Mazzola explicou que, apesar do ceticismo inicial, a aceitação e a popularidade da carteira como plataforma de negociação p2p aumentaram consideravelmente. “Cerca de uma semana atrás, tínhamos cerca de 850 downloads registrados. Lançamos a corretora e os downloads atingiram 1.100. Isso representa um aumento de cerca de 30% em uma semana”, disse ele.

Um ecossistema de um homem

O crescimento da Qbita veio estritamente do boca a boca, disse o empresário cubano. “Investimos zero em publicidade”.

O desenvolvedor do Qbita está atualmente criando um gateway de pagamento para empresas que gostariam de começar a aceitar criptomoedas. A iniciativa ainda não começou, disse ele, porque o comércio eletrônico ainda está em sua infância em Cuba.

As remessas, no entanto, são outra história. “O Qbita é a plataforma perfeita para processar remessa”, disse Mazzola. “Se compararmos Qbita com a Western Union, um cubano-americano envia US$ 100 dos Estados Unidos para sua esposa em Holguin e ela receberá cerca de 95 CUC [pesos conversíveis cubanos].”

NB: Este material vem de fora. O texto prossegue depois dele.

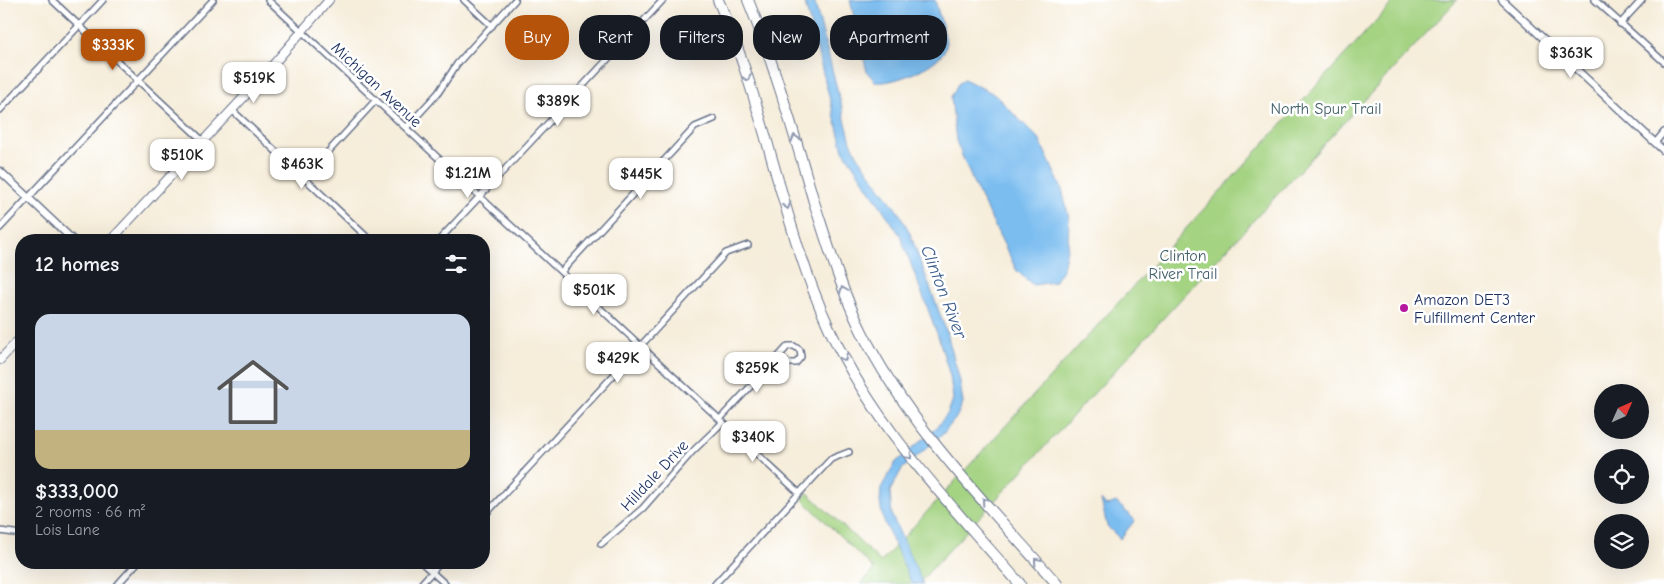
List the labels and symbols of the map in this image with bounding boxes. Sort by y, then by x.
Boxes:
pin: $333K [78,28,148,71]
pin: $363K [1536,36,1606,79]
street label: Michigan Avenue [328,38,425,131]
pin: $519K [219,62,289,104]
one-way arrow [742,74,752,82]
pin: $389K [523,84,593,127]
park label: North Spur Trail [1271,100,1381,118]
one-way arrow [790,134,800,142]
pin: $510K [147,138,217,181]
pin: $463K [267,148,337,190]
pin: $1.21M [427,156,509,199]
pin: $445K [606,158,676,200]
one-way arrow [781,202,791,210]
water label: Clinton River [916,243,971,343]
park label: Clinton River Trail [1148,247,1218,283]
pin: $501K [559,274,629,316]
one-way arrow [839,286,849,294]
place label: Amazon DET3 Fulfillment Center [1414,291,1536,327]
marker: Amazon DET3 Fulfillment Center [1398,302,1410,314]
pin: $429K [583,342,653,384]
pin: $259K [722,352,792,394]
one-way arrow [838,353,848,362]
north arrow [1594,384,1649,439]
pin: $340K [718,420,788,463]
street label: Hilldale Drive [617,437,692,515]
one-way arrow [904,451,913,460]
one-way arrow [982,498,991,507]
one-way arrow [1034,558,1043,567]

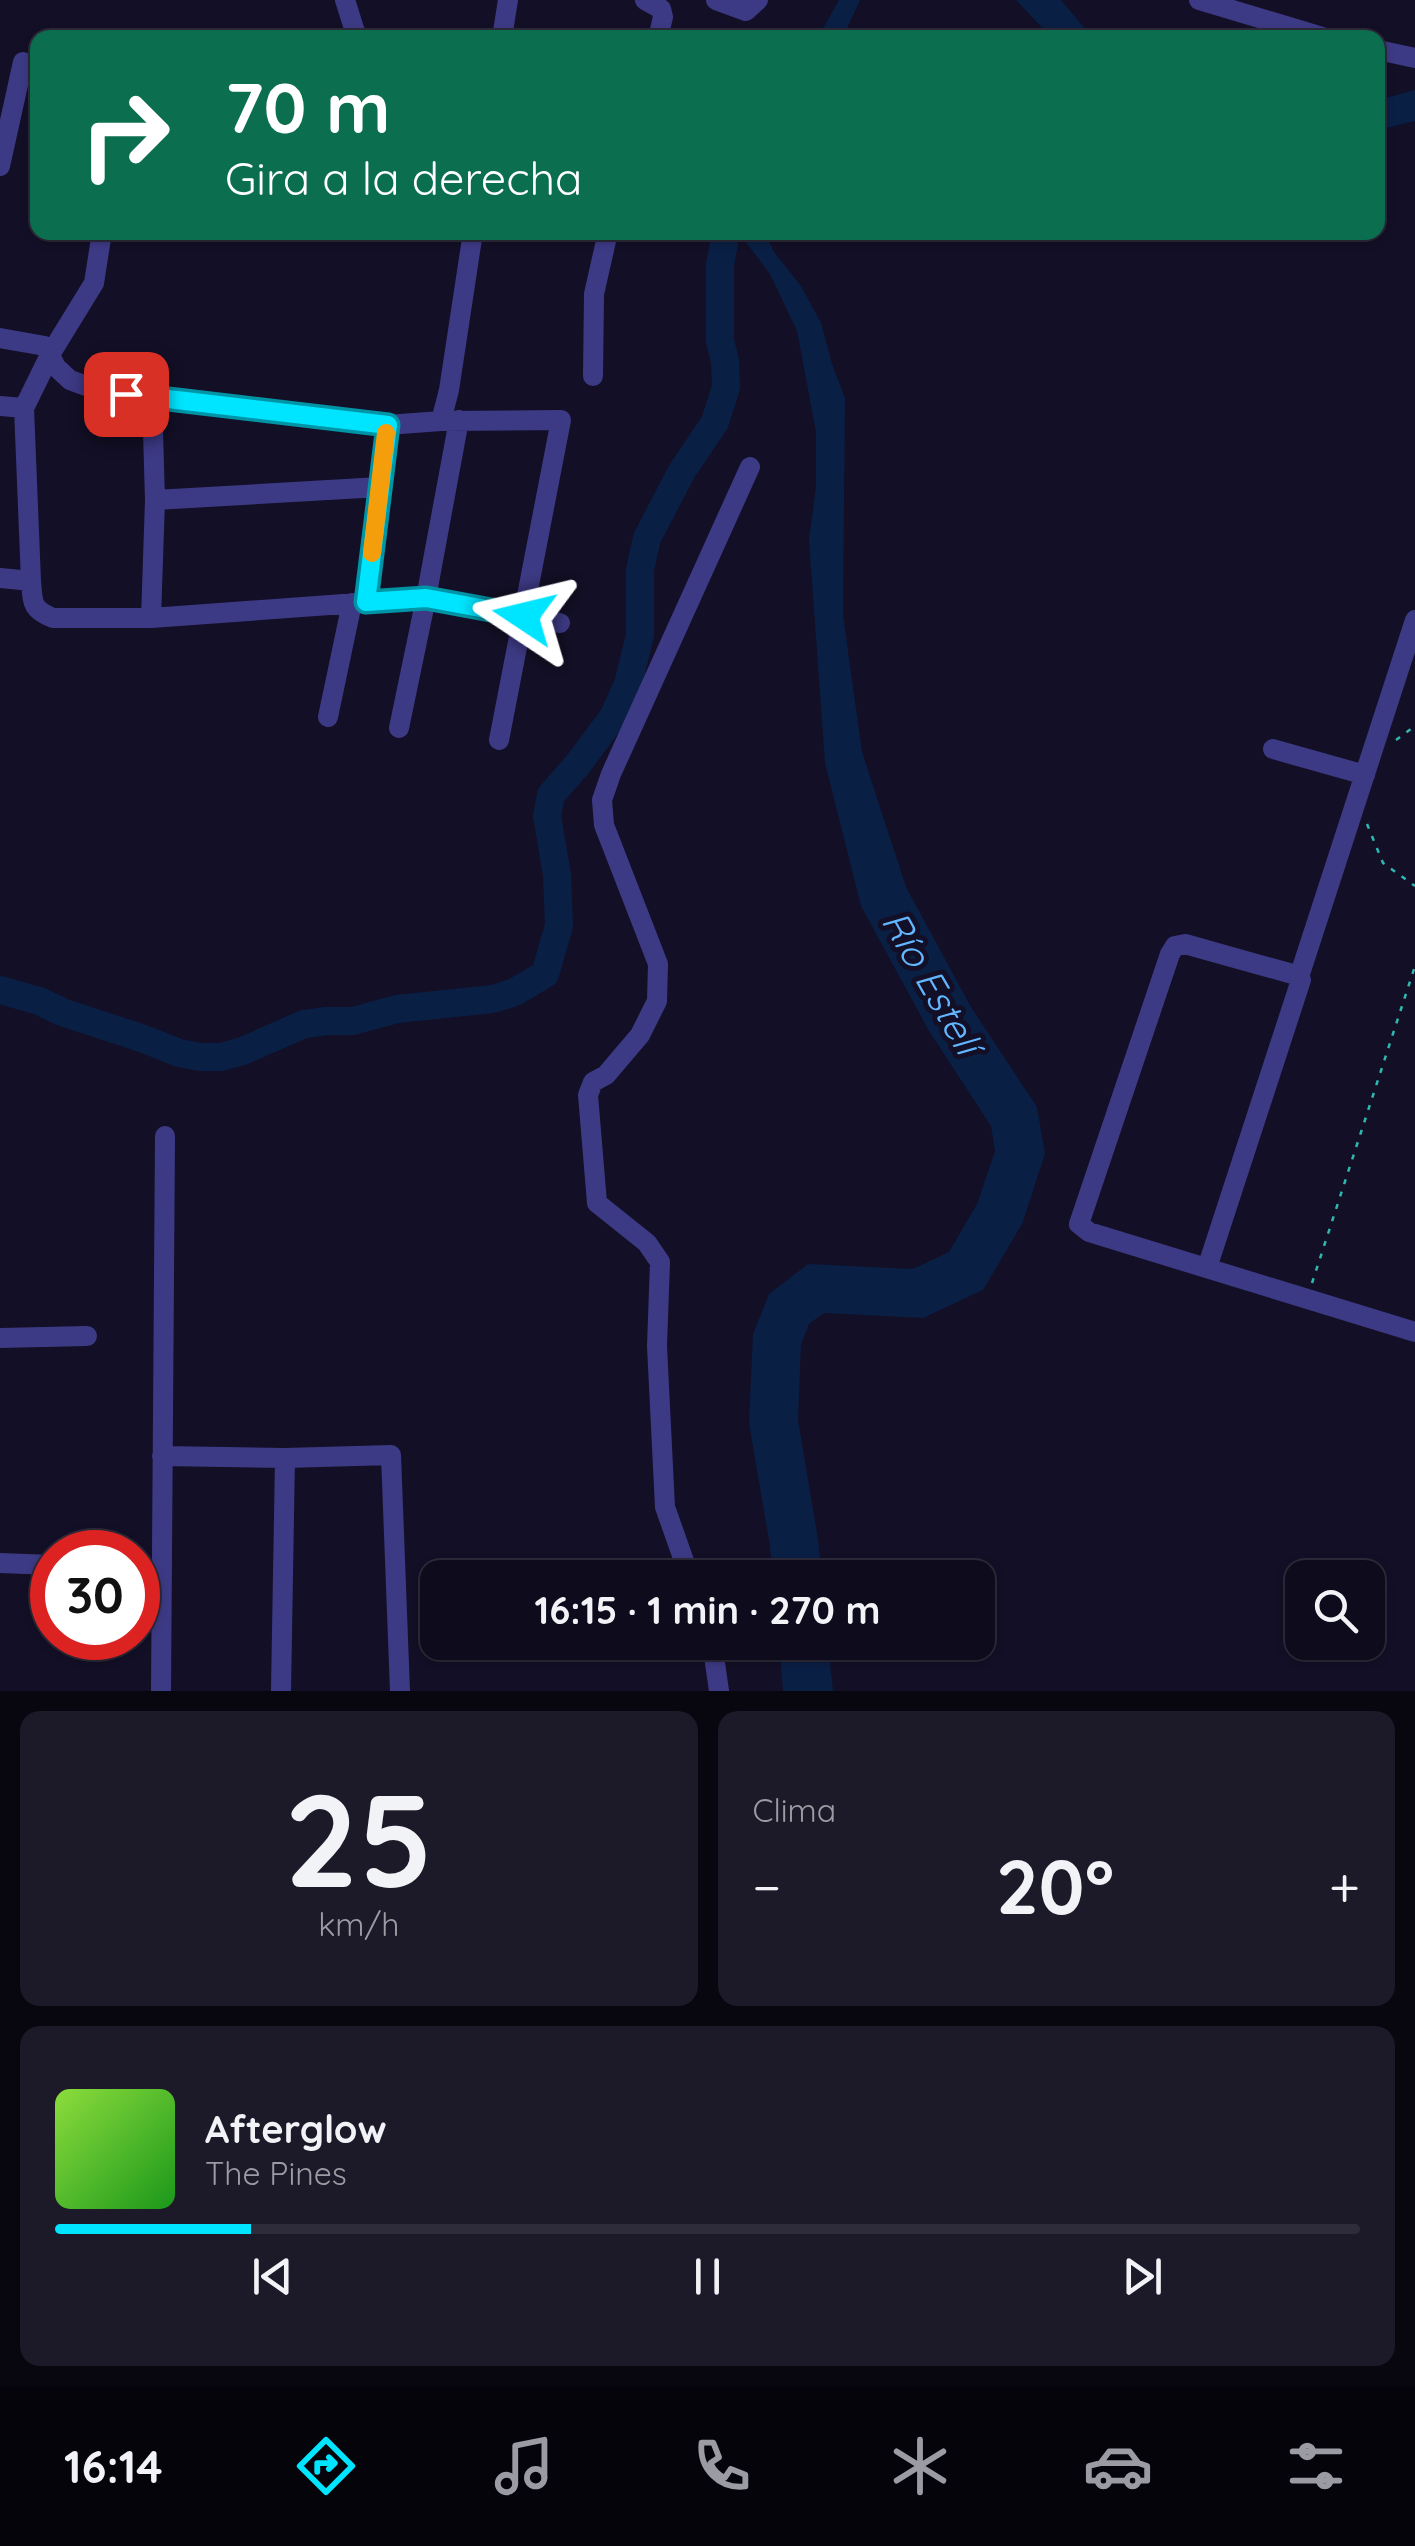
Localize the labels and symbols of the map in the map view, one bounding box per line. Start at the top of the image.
pin [84,352,169,437]
position arrow [472,564,576,668]
water label: Río Estelí [872,902,996,1068]
speed limit sign: 30 [30,1530,160,1660]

Mas se a transferência fosse feita em Bitcoin, ele explicou, e o destinatário a vendesse na chegada, essa pessoa obteria um ganho líquido com a transação, porque o Bitcoin é vendido com um ágio em Cuba.

E, apesar desses tempos difíceis para a maior parte do mundo, Mazzola disse que está otimista com o futuro do Cuba e das criptomoedas.

“Acho que no futuro veremos menos pessoas entrando no mercado de criptomoedas apenas para ganhar algum dinheiro fácil”, disse ele. “Veremos mais pessoas usando o Bitcoin para seu verdadeiro objetivo: a liberdade de mover dinheiro e ter controle total de seus fundos.”